> **INSTRUCTIONS FOR THE TASK**
Scan the material below and copy every line holding the word "Service".
>>>
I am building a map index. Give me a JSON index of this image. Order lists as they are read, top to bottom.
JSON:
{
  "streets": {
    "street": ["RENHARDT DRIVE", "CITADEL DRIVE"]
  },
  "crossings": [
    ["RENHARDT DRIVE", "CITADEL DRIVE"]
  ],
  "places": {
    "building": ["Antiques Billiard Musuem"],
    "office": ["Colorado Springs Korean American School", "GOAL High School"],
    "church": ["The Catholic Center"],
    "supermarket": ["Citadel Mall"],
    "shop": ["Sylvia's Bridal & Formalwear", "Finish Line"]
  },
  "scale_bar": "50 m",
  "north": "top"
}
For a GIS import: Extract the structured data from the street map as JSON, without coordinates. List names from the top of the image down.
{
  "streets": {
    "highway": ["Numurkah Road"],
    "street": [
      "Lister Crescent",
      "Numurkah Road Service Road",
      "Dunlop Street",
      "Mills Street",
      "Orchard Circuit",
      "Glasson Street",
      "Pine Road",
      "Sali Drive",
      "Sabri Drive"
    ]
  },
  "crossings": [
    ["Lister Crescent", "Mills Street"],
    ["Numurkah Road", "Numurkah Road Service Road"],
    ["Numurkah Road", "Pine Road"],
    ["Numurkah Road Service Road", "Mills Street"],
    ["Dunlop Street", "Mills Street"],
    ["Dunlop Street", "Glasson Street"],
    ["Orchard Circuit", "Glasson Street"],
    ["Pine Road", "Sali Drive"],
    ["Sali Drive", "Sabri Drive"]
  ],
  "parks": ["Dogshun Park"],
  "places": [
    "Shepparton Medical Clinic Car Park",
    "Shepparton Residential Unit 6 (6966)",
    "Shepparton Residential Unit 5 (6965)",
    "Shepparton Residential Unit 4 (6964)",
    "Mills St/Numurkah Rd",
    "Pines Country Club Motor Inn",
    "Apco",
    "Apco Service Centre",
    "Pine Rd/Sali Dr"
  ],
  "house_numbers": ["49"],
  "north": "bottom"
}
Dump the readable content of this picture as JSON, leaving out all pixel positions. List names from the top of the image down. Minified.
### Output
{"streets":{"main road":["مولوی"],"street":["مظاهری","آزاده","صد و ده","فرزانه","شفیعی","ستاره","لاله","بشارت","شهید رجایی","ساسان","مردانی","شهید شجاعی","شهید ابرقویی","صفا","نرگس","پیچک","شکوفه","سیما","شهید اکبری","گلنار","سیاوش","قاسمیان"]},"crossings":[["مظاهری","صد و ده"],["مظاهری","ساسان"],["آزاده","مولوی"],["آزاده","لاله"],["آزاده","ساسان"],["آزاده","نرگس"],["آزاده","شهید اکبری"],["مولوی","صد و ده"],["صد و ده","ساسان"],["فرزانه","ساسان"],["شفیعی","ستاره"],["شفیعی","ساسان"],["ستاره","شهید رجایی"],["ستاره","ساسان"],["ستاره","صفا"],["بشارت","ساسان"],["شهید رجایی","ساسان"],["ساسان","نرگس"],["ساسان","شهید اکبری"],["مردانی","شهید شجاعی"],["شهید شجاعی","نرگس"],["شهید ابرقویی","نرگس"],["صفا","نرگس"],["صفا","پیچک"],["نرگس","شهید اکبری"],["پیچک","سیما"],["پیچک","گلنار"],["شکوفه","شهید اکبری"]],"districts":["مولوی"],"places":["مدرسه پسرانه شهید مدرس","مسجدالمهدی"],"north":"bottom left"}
<<<
> **EXERCISE OUTPUT**
      "Numurkah Road Service Road",
    ["Numurkah Road", "Numurkah Road Service Road"],
    ["Numurkah Road Service Road", "Mills Street"],
    "Apco Service Centre",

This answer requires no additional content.